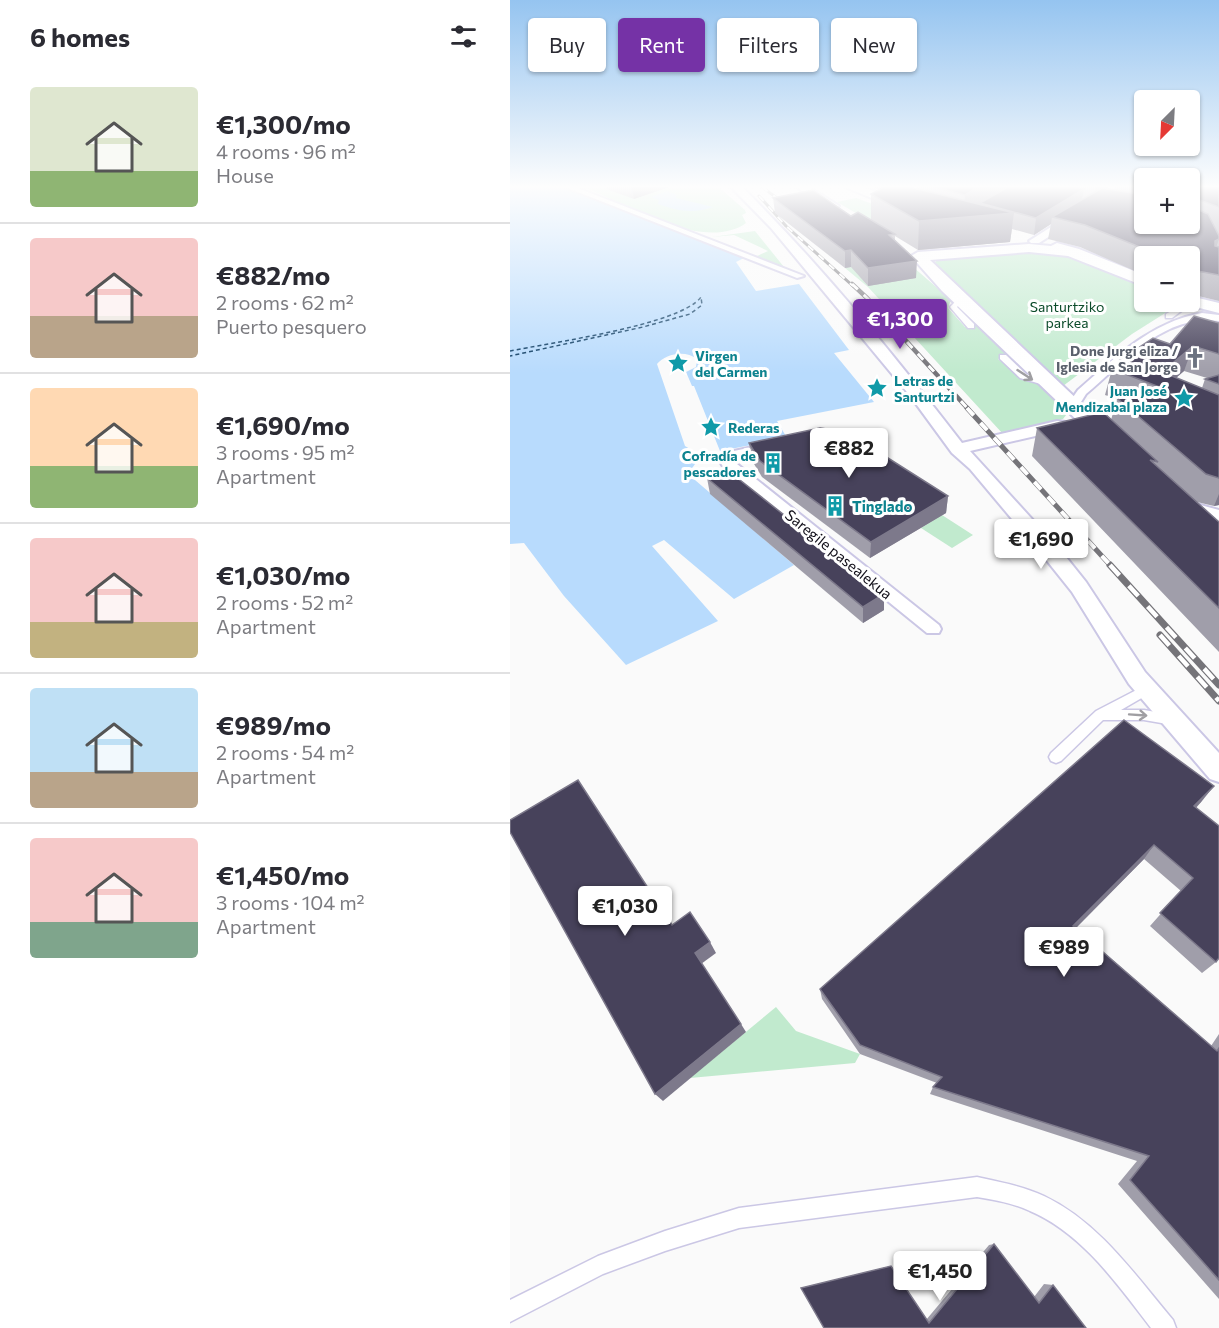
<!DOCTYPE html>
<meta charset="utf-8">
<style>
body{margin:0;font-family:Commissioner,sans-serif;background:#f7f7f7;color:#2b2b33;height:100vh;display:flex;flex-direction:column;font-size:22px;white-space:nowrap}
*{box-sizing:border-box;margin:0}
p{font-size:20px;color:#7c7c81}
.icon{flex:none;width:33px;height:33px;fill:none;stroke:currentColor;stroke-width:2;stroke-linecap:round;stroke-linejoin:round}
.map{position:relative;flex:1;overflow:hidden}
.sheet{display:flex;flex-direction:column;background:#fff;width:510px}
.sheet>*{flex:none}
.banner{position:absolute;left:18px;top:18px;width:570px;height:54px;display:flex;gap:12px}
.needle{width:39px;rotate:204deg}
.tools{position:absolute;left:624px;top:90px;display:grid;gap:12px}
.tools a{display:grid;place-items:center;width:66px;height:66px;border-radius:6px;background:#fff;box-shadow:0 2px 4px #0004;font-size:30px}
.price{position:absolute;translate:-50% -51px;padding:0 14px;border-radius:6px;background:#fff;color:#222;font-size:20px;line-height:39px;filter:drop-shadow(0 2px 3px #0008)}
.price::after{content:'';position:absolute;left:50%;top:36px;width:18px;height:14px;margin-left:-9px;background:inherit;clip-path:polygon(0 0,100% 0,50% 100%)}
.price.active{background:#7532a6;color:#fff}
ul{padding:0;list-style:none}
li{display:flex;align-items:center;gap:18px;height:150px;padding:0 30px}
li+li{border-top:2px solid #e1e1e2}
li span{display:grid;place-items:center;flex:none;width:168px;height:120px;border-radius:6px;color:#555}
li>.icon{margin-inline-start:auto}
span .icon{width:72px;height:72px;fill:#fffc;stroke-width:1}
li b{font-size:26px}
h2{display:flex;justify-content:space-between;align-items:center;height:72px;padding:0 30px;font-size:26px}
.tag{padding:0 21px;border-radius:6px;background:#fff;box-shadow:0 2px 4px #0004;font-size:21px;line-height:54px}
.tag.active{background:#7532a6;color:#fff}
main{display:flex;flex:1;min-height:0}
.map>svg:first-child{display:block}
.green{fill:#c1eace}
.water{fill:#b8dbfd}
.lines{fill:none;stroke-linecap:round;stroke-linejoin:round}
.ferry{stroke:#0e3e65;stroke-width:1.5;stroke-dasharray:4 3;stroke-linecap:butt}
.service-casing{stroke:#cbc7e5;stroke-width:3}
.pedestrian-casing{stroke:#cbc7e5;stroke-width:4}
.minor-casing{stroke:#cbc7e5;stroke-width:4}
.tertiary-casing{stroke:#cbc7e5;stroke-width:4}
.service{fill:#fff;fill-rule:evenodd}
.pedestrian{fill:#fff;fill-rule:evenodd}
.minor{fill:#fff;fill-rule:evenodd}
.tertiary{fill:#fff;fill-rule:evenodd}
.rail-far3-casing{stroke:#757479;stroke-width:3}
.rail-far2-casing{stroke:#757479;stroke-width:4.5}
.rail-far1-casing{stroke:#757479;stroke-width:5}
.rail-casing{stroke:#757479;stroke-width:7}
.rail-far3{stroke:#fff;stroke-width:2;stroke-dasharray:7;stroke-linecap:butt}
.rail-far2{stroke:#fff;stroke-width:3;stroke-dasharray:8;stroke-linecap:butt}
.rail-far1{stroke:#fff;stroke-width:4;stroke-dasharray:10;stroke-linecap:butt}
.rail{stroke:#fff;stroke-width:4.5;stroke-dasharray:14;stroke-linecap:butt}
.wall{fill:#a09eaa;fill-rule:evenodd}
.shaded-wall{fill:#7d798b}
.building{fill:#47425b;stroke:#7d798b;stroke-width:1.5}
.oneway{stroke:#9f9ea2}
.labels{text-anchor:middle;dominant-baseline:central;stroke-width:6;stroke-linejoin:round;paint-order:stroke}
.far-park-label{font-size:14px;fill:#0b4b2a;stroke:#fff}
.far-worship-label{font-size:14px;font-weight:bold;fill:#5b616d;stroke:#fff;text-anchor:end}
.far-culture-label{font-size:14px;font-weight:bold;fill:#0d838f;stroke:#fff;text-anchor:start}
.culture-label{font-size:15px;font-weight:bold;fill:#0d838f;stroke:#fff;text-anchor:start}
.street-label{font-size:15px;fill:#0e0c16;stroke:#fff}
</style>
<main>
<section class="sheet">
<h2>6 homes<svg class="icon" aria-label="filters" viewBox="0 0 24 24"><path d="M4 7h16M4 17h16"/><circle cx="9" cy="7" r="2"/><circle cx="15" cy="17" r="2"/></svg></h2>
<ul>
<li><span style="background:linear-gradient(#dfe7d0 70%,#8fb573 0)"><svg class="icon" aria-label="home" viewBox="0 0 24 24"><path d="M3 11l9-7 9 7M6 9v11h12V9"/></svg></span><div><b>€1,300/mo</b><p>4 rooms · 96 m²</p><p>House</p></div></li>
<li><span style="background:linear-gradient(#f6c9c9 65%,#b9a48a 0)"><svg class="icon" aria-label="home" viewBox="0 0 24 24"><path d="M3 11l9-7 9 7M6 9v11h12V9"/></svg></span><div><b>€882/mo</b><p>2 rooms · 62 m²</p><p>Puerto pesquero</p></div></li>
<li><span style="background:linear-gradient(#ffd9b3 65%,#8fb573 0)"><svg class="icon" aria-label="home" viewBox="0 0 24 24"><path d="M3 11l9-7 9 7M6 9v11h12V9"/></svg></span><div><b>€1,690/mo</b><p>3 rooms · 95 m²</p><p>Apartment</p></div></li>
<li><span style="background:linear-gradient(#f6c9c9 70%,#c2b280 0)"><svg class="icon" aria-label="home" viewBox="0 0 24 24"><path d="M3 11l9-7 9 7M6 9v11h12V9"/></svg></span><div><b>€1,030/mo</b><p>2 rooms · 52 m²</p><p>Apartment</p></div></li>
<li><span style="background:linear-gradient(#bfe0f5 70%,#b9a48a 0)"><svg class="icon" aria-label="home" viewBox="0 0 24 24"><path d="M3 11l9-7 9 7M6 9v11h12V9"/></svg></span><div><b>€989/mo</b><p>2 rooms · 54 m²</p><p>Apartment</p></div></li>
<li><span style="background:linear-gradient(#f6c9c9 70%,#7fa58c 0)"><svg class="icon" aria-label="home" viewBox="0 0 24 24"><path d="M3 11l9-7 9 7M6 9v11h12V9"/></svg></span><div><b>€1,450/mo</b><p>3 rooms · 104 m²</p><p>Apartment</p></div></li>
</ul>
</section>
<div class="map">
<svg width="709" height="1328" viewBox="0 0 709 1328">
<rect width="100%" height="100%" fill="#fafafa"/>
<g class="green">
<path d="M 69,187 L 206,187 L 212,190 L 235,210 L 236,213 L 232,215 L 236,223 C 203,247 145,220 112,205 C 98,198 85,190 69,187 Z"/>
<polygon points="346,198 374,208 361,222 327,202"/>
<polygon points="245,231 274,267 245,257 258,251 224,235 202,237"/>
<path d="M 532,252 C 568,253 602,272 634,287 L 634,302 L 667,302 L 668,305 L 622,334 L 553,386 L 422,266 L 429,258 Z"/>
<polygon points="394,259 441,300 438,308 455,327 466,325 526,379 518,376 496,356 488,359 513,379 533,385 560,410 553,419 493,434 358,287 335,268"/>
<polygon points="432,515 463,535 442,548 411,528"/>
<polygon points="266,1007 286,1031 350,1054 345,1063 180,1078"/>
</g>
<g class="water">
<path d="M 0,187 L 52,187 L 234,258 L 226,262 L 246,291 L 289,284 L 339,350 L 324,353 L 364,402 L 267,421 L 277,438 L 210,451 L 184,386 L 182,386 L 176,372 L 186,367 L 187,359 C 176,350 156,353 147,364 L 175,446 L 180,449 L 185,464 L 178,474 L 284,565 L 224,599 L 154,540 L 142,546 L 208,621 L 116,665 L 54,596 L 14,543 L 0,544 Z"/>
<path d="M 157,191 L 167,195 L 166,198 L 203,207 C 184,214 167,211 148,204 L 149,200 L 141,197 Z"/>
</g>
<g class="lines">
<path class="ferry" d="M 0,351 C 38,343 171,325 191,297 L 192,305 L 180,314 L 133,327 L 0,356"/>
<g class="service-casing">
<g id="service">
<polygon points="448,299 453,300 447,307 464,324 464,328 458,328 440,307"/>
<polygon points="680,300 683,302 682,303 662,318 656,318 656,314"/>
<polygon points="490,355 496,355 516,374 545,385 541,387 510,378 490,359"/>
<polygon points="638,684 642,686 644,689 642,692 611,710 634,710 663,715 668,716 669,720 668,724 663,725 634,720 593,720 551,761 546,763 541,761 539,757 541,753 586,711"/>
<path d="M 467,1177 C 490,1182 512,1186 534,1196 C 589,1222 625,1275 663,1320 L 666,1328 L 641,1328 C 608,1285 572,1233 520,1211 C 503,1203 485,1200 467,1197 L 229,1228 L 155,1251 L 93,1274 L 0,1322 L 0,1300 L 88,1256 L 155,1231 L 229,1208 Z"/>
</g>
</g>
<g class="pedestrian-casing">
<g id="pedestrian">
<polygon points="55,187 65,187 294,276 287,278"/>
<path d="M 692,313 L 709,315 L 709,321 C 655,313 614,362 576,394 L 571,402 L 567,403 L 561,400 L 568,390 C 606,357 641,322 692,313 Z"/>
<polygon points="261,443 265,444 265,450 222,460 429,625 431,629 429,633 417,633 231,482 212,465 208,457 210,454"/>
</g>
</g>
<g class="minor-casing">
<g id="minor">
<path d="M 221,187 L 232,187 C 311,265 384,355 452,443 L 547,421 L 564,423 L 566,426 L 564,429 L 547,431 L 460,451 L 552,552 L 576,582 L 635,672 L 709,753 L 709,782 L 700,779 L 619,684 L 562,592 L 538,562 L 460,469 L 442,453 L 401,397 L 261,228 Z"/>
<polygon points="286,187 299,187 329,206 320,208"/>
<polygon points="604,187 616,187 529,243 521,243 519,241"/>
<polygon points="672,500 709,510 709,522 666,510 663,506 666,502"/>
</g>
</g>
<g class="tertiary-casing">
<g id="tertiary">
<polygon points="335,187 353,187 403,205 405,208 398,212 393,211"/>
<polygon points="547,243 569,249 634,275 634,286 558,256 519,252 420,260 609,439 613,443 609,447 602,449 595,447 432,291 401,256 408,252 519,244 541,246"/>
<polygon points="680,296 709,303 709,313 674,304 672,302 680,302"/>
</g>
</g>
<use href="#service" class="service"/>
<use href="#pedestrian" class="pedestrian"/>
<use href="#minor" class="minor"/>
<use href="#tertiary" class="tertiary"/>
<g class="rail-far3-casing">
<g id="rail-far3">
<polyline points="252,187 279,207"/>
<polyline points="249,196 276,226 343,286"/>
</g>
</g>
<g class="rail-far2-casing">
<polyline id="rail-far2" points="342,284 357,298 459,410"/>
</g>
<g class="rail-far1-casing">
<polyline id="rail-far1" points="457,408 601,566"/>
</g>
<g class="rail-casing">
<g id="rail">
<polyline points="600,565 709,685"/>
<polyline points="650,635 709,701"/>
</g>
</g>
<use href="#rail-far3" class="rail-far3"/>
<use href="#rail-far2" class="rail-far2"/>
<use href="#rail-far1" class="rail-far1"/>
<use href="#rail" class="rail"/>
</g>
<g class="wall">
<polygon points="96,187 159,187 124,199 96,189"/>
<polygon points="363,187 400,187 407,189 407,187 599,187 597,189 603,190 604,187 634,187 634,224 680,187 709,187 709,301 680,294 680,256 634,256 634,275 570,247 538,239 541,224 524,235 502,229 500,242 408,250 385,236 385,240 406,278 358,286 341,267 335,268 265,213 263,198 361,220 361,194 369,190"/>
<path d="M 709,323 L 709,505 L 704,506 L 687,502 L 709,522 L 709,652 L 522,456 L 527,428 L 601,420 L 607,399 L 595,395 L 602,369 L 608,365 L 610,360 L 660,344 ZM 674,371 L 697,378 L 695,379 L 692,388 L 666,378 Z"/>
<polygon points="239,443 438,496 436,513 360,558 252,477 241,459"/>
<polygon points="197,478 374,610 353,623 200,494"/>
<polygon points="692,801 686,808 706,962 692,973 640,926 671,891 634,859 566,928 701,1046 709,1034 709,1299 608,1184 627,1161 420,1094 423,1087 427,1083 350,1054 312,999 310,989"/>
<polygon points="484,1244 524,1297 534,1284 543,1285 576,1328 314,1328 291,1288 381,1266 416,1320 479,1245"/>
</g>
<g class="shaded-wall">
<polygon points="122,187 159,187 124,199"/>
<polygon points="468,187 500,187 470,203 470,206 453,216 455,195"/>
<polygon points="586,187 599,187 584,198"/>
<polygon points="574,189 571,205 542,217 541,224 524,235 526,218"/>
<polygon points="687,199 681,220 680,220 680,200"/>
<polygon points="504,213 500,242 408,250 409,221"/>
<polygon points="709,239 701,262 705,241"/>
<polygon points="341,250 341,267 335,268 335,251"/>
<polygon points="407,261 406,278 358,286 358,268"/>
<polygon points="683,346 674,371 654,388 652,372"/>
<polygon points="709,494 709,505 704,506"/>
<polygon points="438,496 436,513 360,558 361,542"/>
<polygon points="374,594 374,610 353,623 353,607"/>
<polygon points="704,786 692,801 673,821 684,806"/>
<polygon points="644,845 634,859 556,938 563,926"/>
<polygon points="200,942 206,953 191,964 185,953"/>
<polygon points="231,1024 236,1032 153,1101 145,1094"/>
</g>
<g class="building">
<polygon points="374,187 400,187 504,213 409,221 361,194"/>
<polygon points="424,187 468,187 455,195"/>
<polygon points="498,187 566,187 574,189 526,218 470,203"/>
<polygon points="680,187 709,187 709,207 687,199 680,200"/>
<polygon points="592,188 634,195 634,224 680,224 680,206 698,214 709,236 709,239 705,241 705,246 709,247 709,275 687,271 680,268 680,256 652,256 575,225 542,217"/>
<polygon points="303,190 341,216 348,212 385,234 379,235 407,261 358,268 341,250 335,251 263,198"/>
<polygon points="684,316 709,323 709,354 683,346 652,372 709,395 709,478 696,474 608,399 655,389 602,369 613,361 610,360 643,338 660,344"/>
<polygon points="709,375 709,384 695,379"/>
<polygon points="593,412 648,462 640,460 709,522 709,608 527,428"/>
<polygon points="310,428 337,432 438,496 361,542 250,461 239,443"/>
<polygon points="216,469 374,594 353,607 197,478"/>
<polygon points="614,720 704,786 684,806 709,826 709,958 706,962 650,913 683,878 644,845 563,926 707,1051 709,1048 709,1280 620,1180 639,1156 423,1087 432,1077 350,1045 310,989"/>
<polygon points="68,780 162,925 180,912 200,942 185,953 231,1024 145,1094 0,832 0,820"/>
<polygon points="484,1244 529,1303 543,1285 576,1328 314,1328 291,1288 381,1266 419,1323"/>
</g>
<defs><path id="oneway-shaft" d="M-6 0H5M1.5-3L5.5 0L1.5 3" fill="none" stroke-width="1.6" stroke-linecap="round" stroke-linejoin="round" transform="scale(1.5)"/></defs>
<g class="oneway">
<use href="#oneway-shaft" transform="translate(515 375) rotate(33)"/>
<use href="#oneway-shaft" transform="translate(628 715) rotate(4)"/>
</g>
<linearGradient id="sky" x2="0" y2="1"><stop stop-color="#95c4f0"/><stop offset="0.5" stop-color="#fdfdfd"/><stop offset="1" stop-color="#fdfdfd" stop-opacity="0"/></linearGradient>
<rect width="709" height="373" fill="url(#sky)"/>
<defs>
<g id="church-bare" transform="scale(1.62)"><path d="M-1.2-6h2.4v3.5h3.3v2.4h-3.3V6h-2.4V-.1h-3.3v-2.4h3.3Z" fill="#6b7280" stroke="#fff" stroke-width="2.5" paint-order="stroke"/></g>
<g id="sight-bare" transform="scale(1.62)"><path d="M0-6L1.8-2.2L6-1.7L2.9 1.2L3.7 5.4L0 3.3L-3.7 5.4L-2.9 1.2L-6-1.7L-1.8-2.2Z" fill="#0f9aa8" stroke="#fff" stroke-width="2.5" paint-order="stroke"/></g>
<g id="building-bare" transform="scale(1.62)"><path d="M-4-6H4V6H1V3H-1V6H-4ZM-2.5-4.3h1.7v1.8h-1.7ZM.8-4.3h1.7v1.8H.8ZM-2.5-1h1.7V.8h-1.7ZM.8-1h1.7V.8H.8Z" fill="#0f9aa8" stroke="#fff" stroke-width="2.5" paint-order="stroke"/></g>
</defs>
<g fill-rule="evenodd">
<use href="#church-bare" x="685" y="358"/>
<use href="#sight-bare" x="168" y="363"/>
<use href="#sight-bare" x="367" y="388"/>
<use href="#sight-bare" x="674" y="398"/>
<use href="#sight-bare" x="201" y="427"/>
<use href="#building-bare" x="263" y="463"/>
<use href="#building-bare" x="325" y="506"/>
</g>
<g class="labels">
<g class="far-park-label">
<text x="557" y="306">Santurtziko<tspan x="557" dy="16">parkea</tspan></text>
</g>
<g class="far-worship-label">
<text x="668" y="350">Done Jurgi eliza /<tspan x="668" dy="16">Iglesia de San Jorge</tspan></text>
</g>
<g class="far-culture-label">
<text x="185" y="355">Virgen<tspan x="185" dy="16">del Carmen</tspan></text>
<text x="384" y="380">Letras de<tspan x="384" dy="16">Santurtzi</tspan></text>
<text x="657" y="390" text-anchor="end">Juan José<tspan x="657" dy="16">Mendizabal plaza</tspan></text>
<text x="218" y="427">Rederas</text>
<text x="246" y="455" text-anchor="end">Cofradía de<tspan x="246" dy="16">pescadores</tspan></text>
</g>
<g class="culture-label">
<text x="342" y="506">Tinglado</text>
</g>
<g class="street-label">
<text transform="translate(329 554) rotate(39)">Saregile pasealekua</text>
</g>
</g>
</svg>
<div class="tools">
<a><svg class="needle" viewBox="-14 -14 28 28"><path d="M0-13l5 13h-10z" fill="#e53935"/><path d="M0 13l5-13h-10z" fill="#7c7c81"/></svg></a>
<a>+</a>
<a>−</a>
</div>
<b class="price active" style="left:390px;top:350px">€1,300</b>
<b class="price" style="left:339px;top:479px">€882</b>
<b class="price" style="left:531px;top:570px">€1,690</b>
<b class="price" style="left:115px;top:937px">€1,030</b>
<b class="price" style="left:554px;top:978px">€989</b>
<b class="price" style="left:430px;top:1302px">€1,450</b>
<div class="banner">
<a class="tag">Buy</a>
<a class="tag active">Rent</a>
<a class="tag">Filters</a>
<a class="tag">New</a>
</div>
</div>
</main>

***

*YOUR GOAL*.
Extract all lines from the data in which "rule" is found.

*RESPONSE BELOW*.
.service{fill:#fff;fill-rule:evenodd}
.pedestrian{fill:#fff;fill-rule:evenodd}
.minor{fill:#fff;fill-rule:evenodd}
.tertiary{fill:#fff;fill-rule:evenodd}
.wall{fill:#a09eaa;fill-rule:evenodd}
<g fill-rule="evenodd">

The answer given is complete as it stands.